(Records supplied begins)

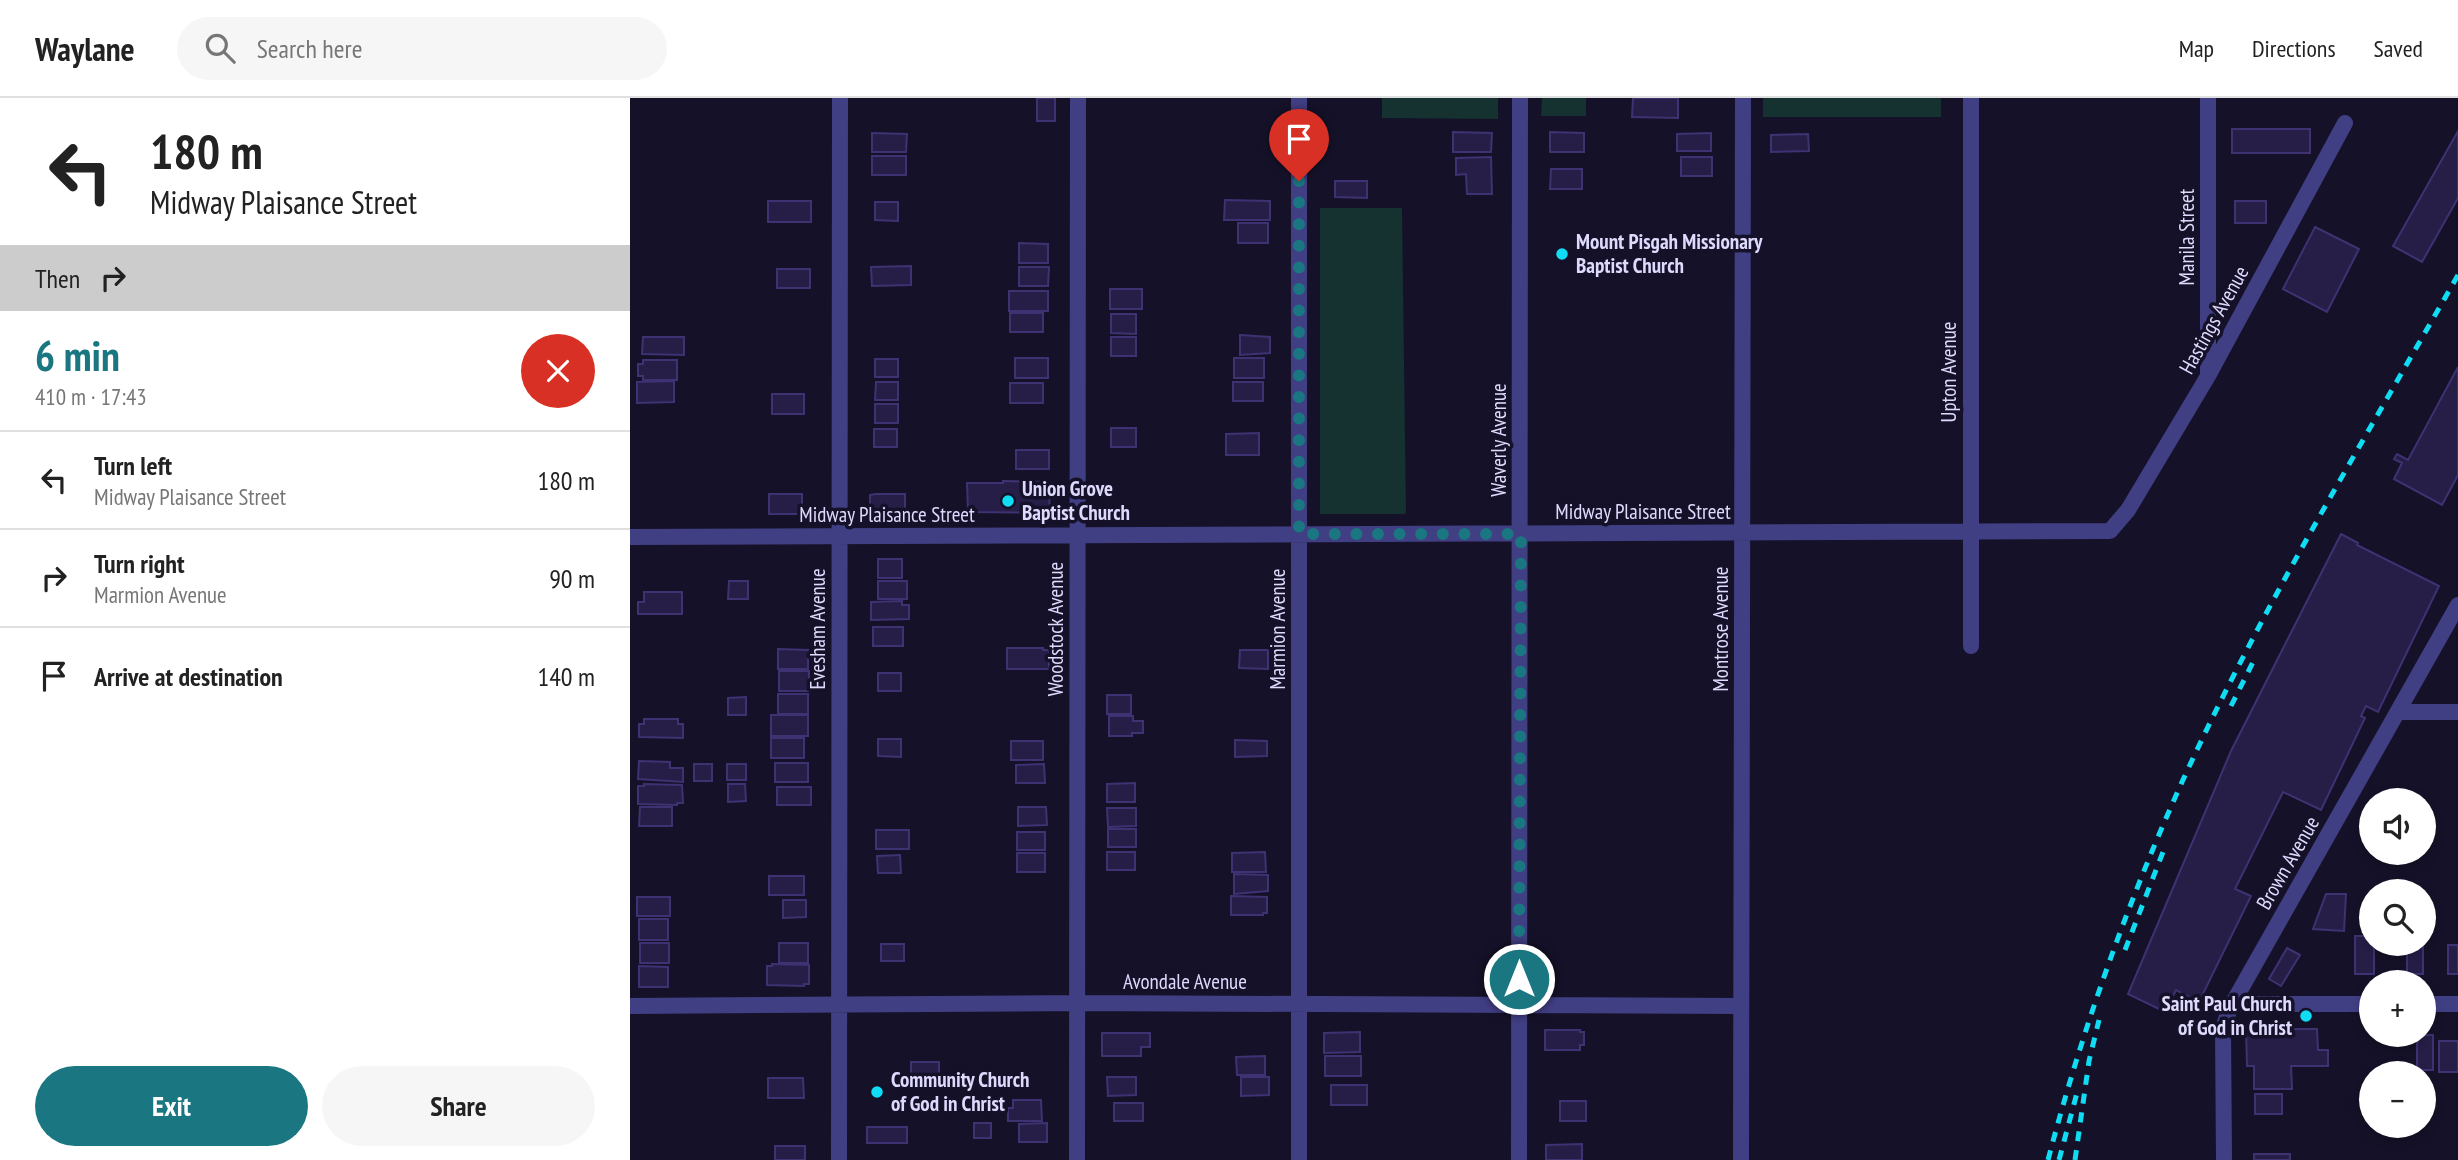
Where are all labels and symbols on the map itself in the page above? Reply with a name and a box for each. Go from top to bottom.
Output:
pin [1269,109,1329,181]
street label: Manila Street [2173,188,2200,285]
place label: Mount Pisgah Missionary Baptist Church [1576,228,1763,279]
marker: Mount Pisgah Missionary Baptist Church [1554,246,1570,262]
street label: Hastings Avenue [2173,261,2254,379]
street label: Upton Avenue [1935,322,1962,422]
street label: Waverly Avenue [1485,383,1512,497]
place label: Union Grove Baptist Church [1022,475,1130,526]
marker: Union Grove Baptist Church [1000,493,1016,509]
street label: Midway Plaisance Street [1555,498,1731,525]
street label: Midway Plaisance Street [799,501,975,528]
street label: Woodstock Avenue [1042,562,1069,696]
street label: Montrose Avenue [1707,566,1734,692]
street label: Evesham Avenue [804,568,831,690]
street label: Marmion Avenue [1264,568,1291,690]
street label: Brown Avenue [2250,811,2325,914]
position arrow [1482,942,1556,1016]
street label: Avondale Avenue [1123,968,1247,995]
place label: Saint Paul Church of God in Christ [2161,990,2292,1041]
marker: Saint Paul Church of God in Christ [2298,1008,2314,1024]
place label: Community Church of God in Christ [891,1066,1030,1117]
marker: Community Church of God in Christ [869,1084,885,1100]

(Records supplied ends)

#### What to work on
Look above for lines with the word "Christ" and copy them all.

#### Result
place label: Saint Paul Church of God in Christ [2161,990,2292,1041]
marker: Saint Paul Church of God in Christ [2298,1008,2314,1024]
place label: Community Church of God in Christ [891,1066,1030,1117]
marker: Community Church of God in Christ [869,1084,885,1100]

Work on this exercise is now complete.